Object recognition and localization in a previously shot scene


In addition to the terms “detection” and “recognition”, computer vision technologies also use the terms “classification” and “localization”, as well as “segmentation” of objects.

  • Object classification – recognition in the image of one category of the object, usually the most noticeable. This type of recognition is most often used in smartphones equipped with “artificial intelligence”.
  • Object localization – the object is not only recognized but also localized in the original image.
  • Object detection – the image can contain objects of different classes, which are recognized and localized in the original image.
  • Object segmentation – for each object, not only its class and its location are recognized, but also the boundaries of the object in the image are highlighted.

Observer localization and measurement control

Localization algorithms allow you to determine the position of the camera relative to the scene and detect differences in the scene in the historical perspective (the presence of new objects in the scene and changes in the scene coverage) at the point cloud level.

During the localization process, the following tasks are performed:

1. Localization in a sequence of images: find the position of a new image in a previously captured sequence of images;

2. Localization in point clouds (3D models):

  • finding the position of the new image in the existing point cloud
  • with existing images, sources for a given point cloud;
  • find the position of a new image with a textured point cloud, with additional data from GPS (data fusion);
  • finding the position of the new point cloud in the existing cloud through the original images;
  • Detect changes in images and point clouds.

Example of evaluating the effectiveness of CV implementation


Cognex provides several proprietary cost savings cases for CV systems across a variety of industries.

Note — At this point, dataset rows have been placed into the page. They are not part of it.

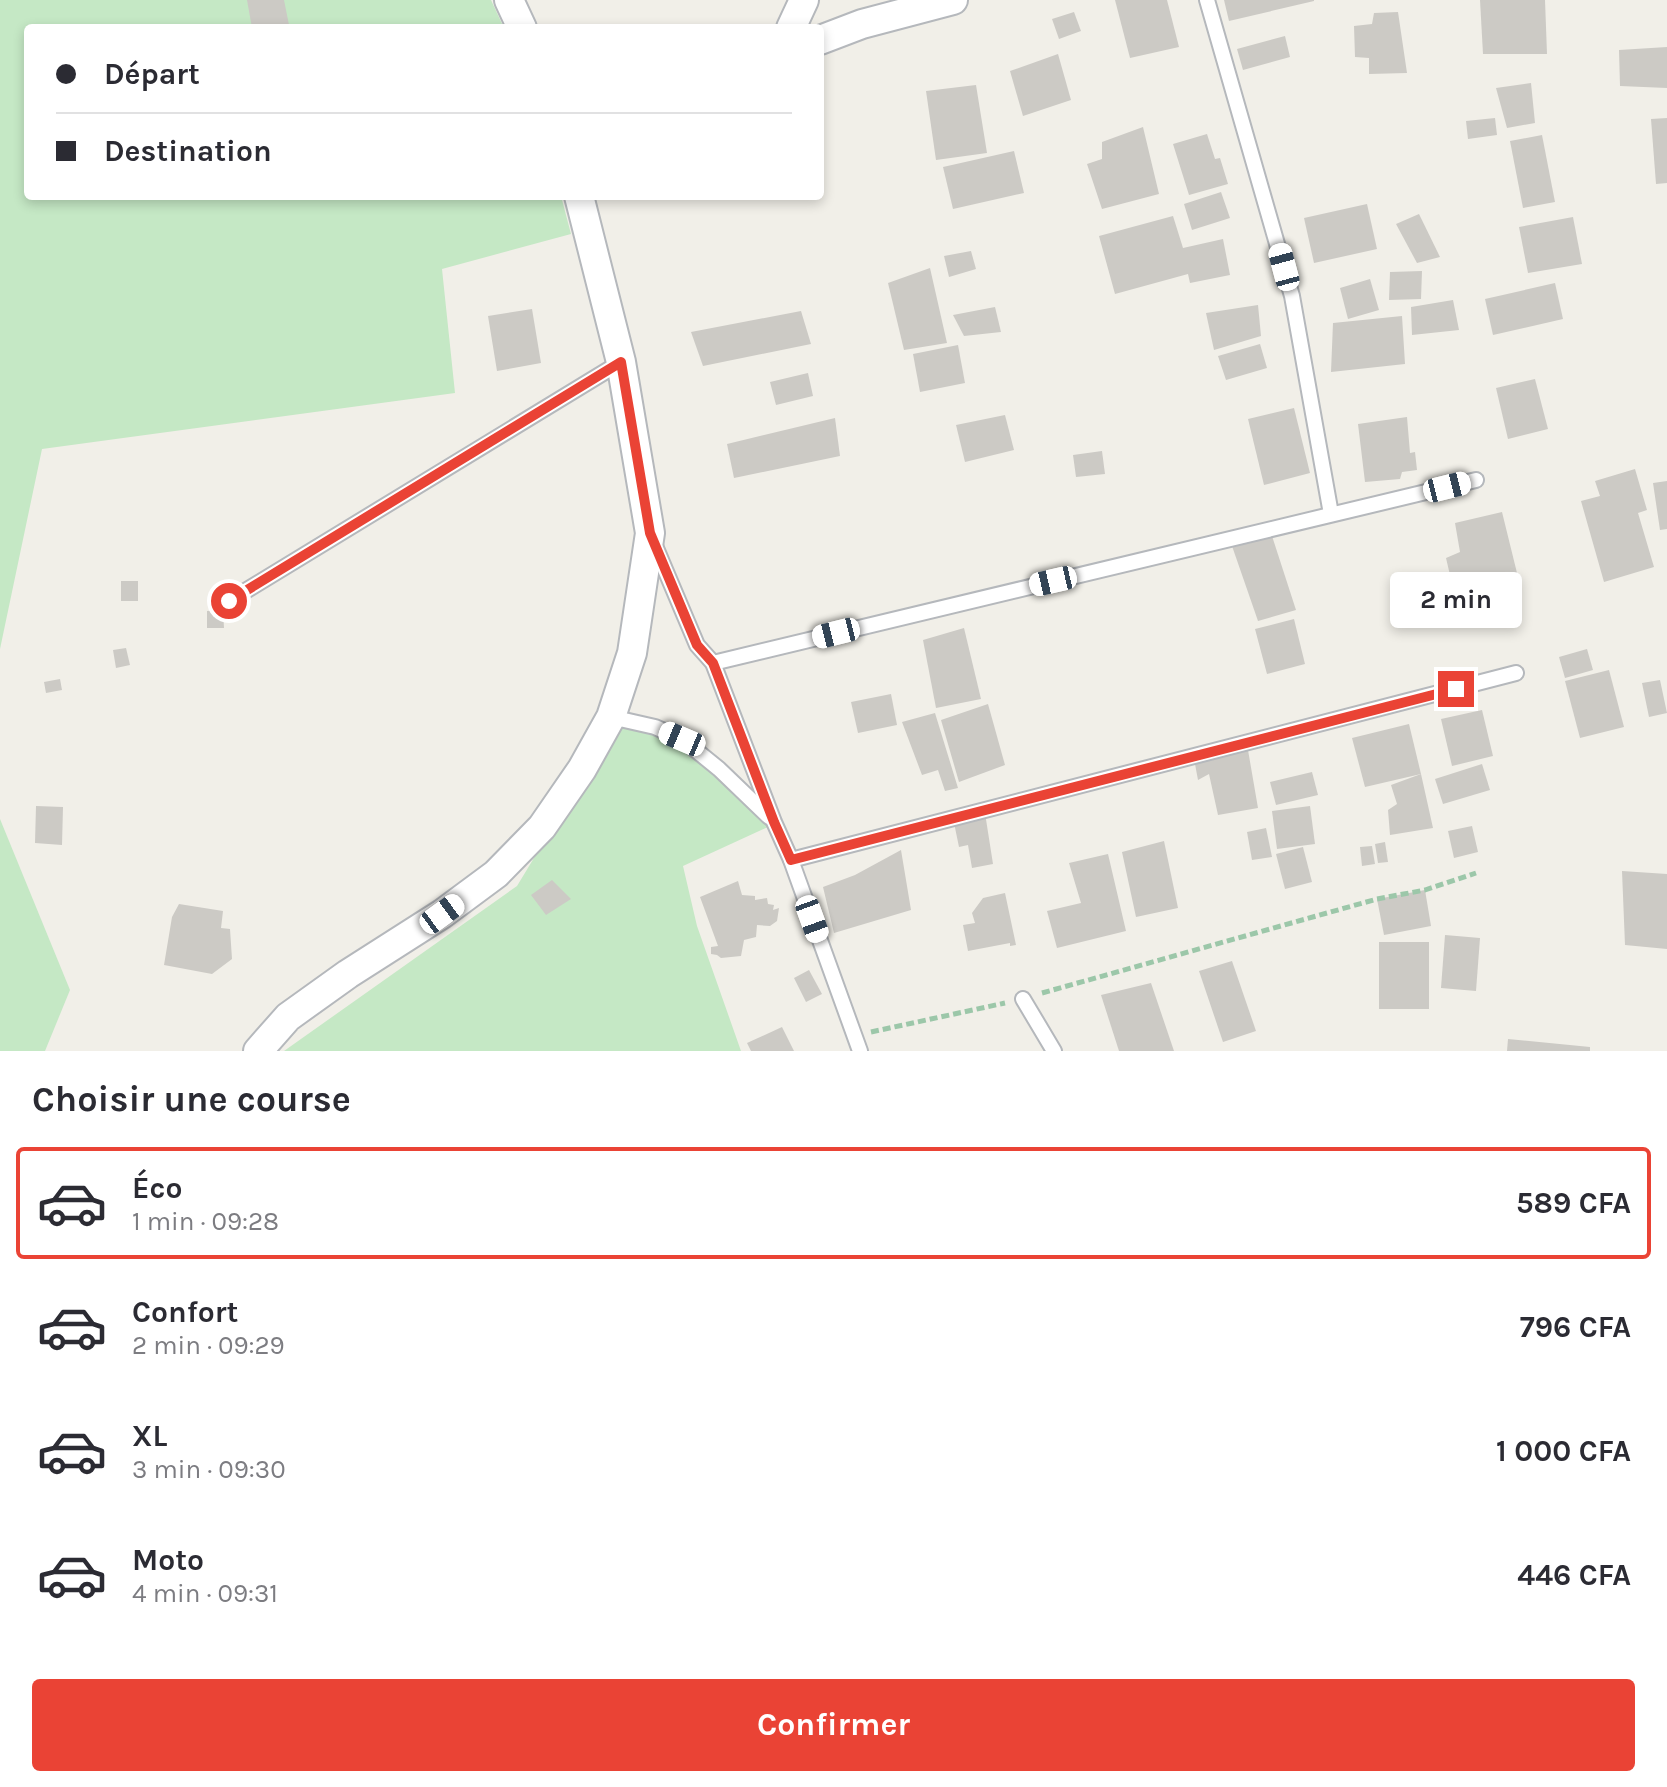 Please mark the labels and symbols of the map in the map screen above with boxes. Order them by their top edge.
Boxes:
car [1266,241,1302,293]
car [1421,470,1473,504]
car [1027,564,1079,598]
callout: 2 min [1390,573,1522,629]
route start [211,583,247,619]
car [810,616,862,650]
route end [1438,671,1474,707]
car [655,719,709,759]
car [416,890,468,938]
car [793,892,831,946] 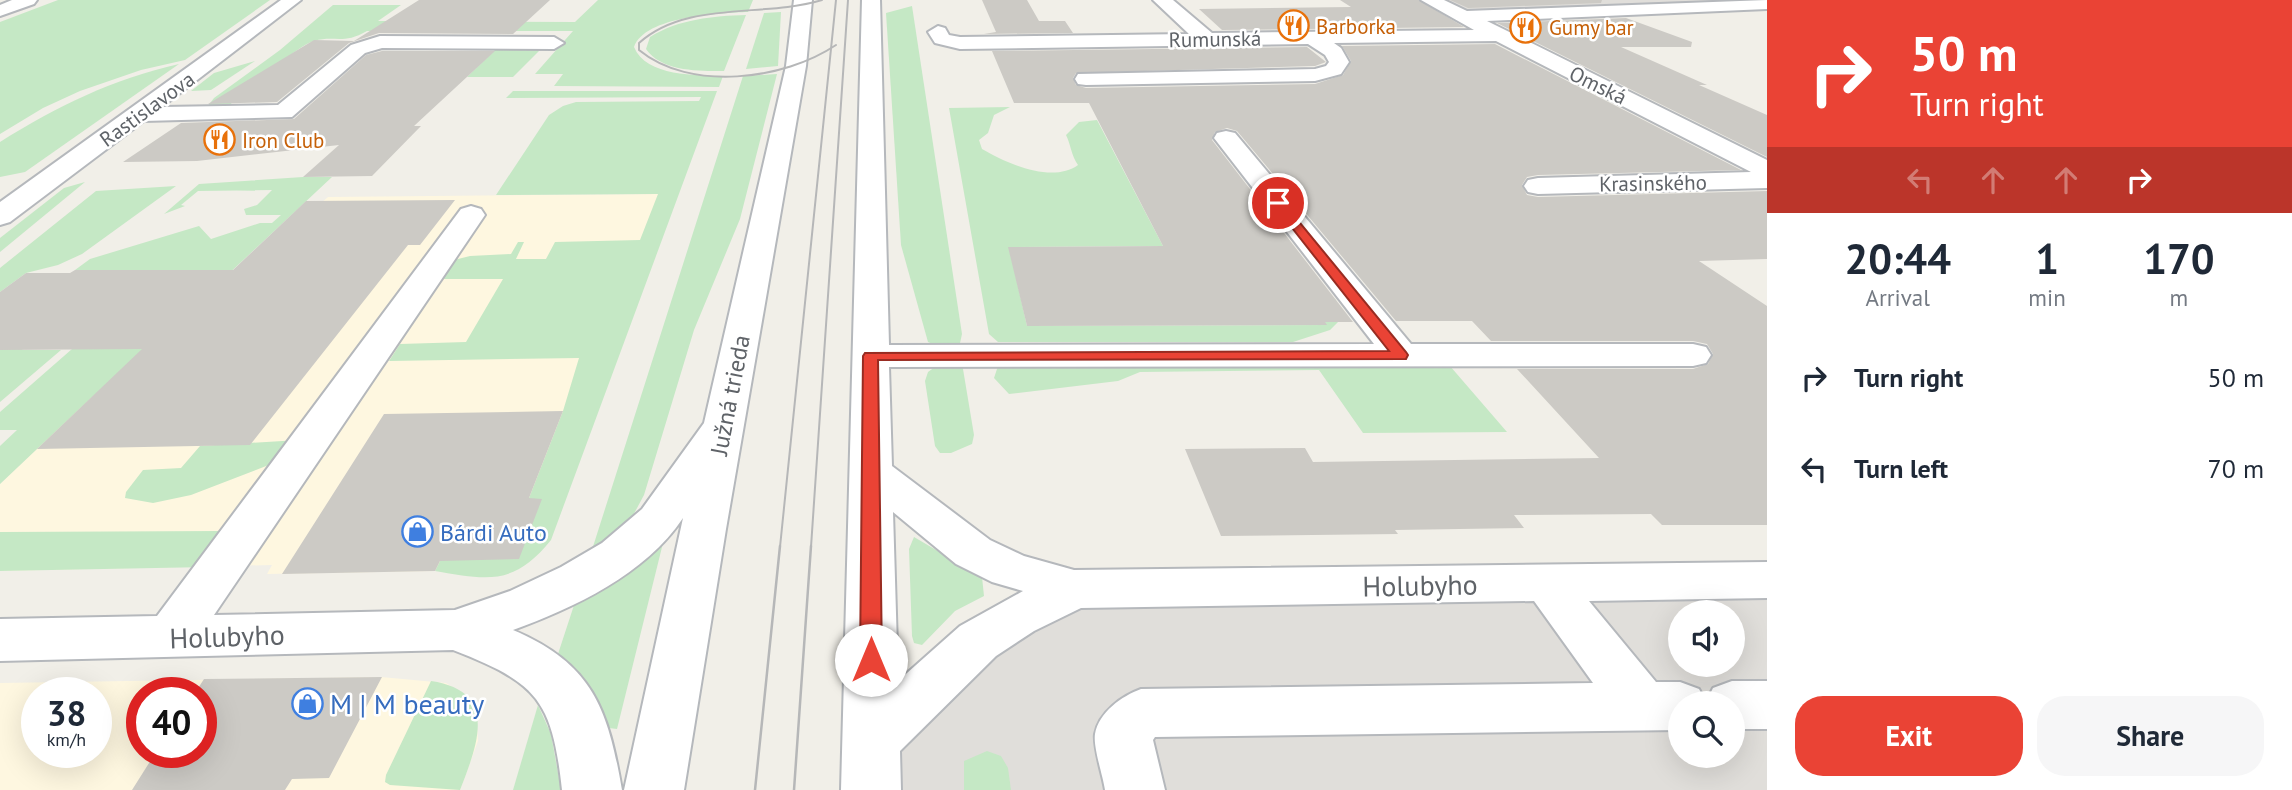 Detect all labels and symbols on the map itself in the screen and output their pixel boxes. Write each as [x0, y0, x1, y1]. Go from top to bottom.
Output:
restaurant icon: Barborka [1276, 9, 1310, 43]
restaurant icon: Gumy bar [1509, 10, 1543, 44]
place label: Barborka [1316, 13, 1396, 40]
place label: Gumy bar [1549, 14, 1634, 41]
street label: Rumunská [1168, 25, 1262, 53]
street label: Omská [1565, 60, 1631, 110]
street label: Rastislavova [94, 65, 200, 153]
restaurant icon: Iron Club [202, 123, 236, 157]
place label: Iron Club [242, 127, 324, 154]
street label: Krasinského [1599, 169, 1707, 197]
pin [1248, 173, 1308, 233]
street label: Južná trieda [703, 332, 757, 459]
shop icon: Bárdi Auto [400, 515, 434, 549]
place label: Bárdi Auto [440, 517, 547, 548]
street label: Holubyho [1362, 565, 1478, 605]
street label: Holubyho [169, 616, 285, 656]
position arrow [834, 623, 908, 697]
speed limit sign: 40 [126, 677, 217, 768]
place label: M | M beauty [330, 685, 484, 722]
shop icon: M | M beauty [290, 686, 324, 720] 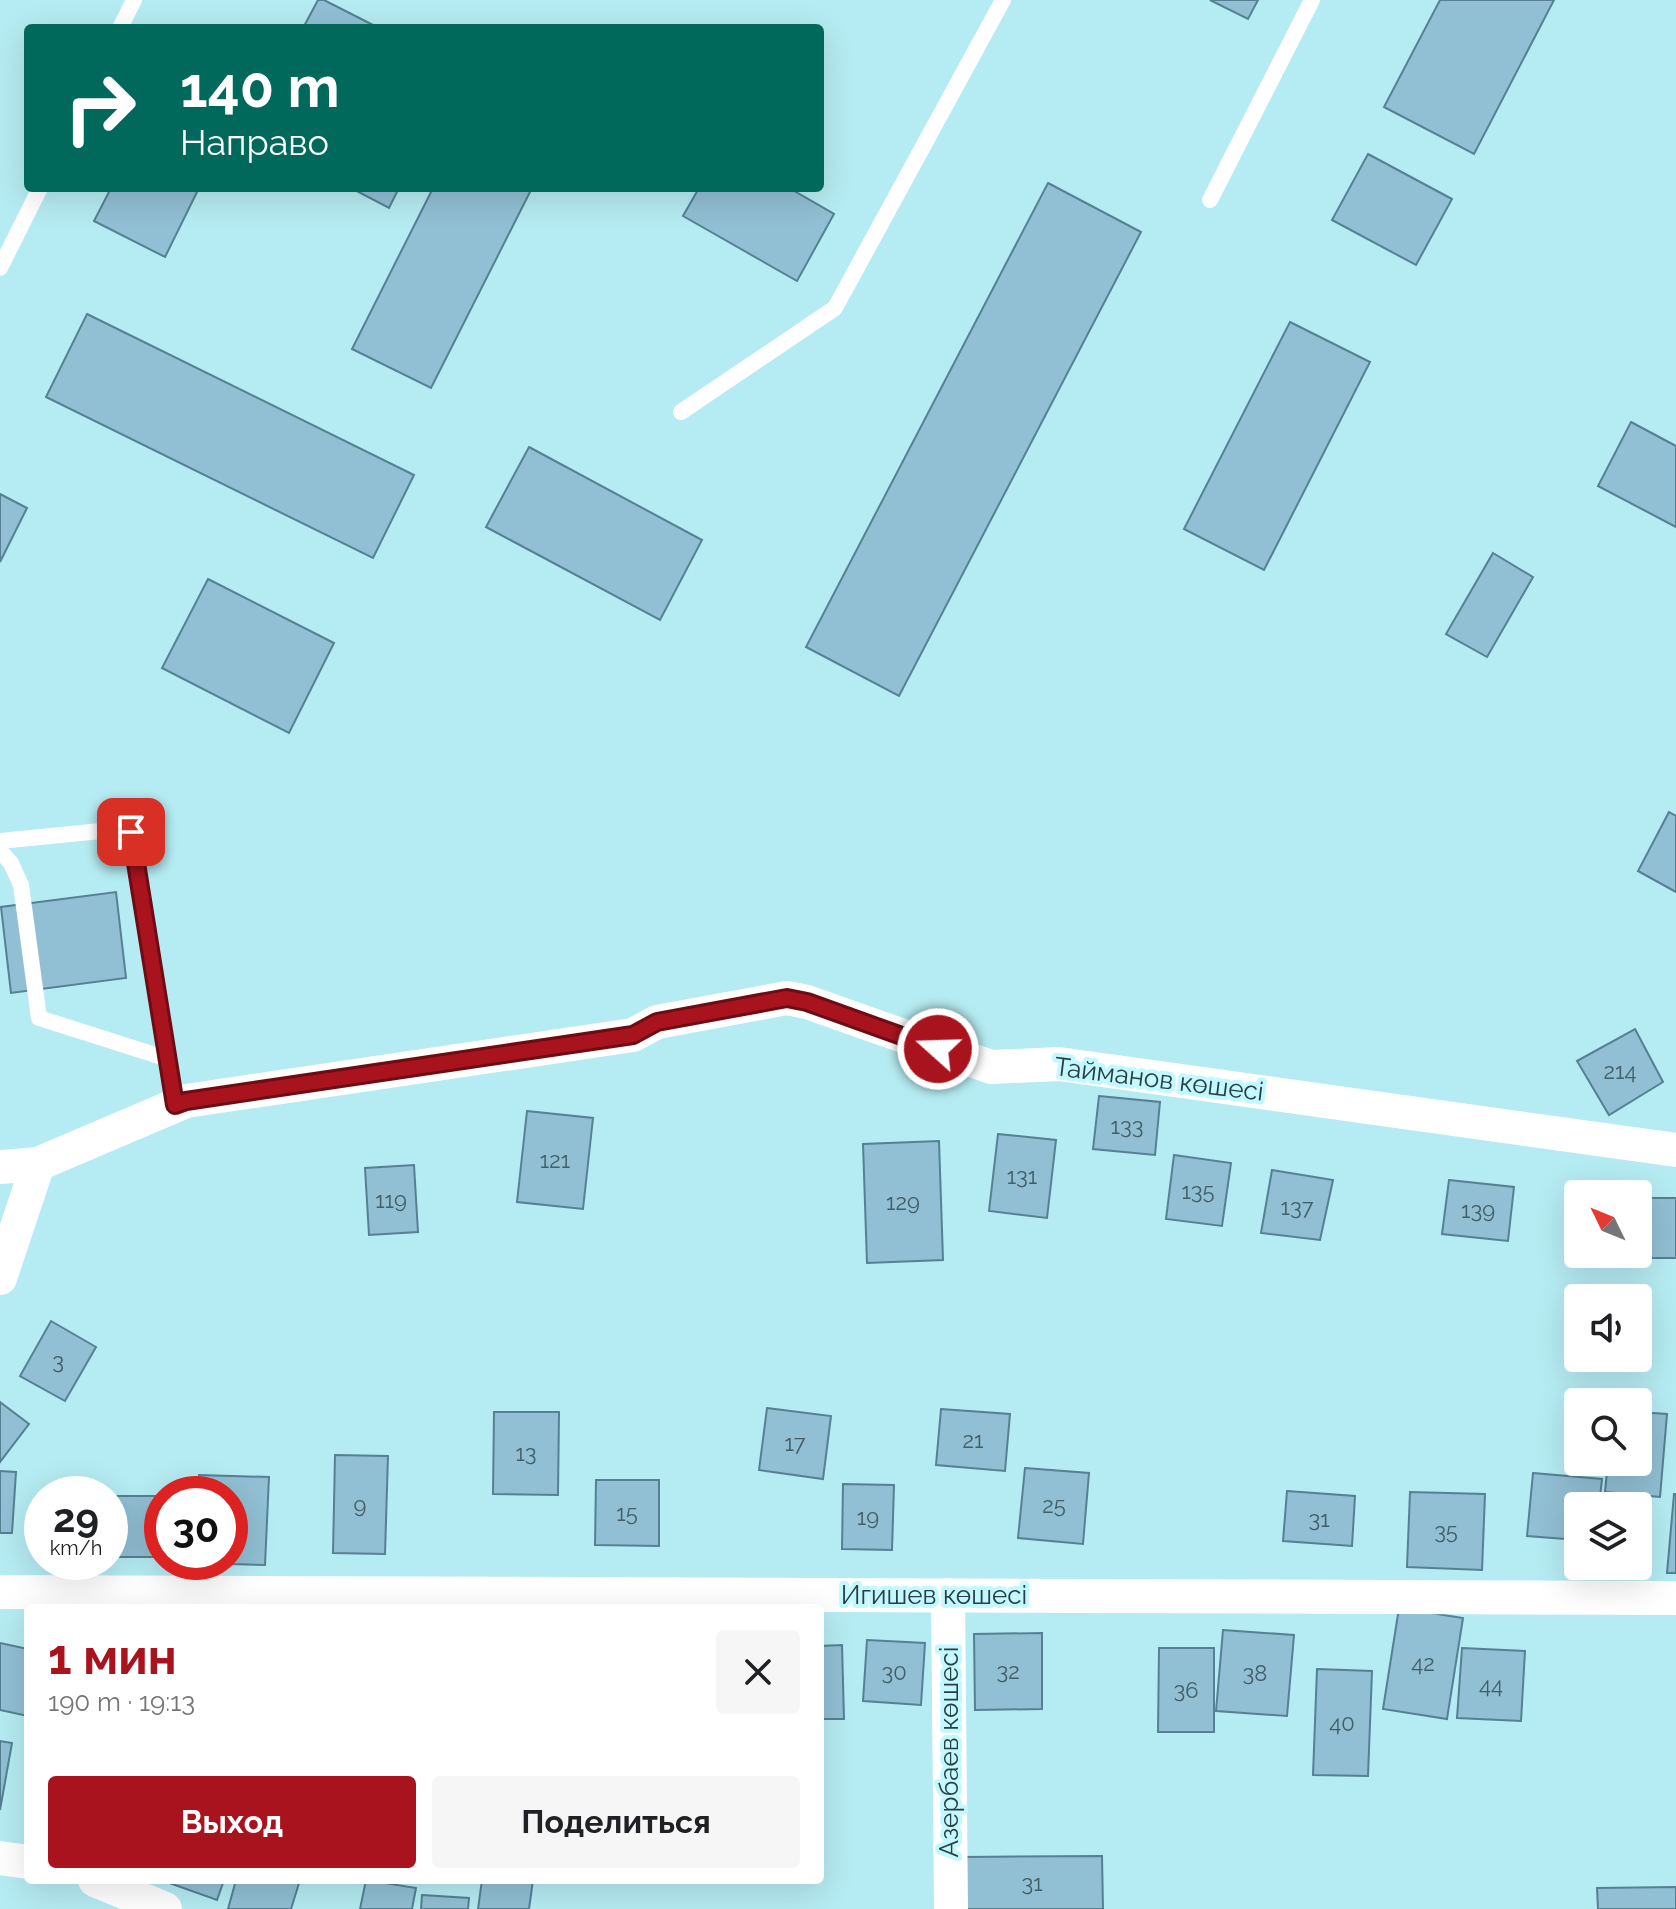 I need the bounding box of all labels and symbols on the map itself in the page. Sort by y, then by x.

The renowned automaker implemented a CV system to monitor production equipment, which made it possible to cut several maintenance items for about $ 5,000 a month. The implementation of the CV system paid off in 6 months. The overall performance was estimated at about $ 100,000 per year.

The introduction of robots with computer vision in a manufacturing enterprise made it possible to reduce the cost of an hour of working time by $ 15 per worker. Savings per year amounted to about $ 160,000.

The use of computer vision has enabled a manufacturing facility in the United States to eliminate the use of expensive production line tooling to accurately position workpieces. This enabled the company to save about $ 120,000 a year.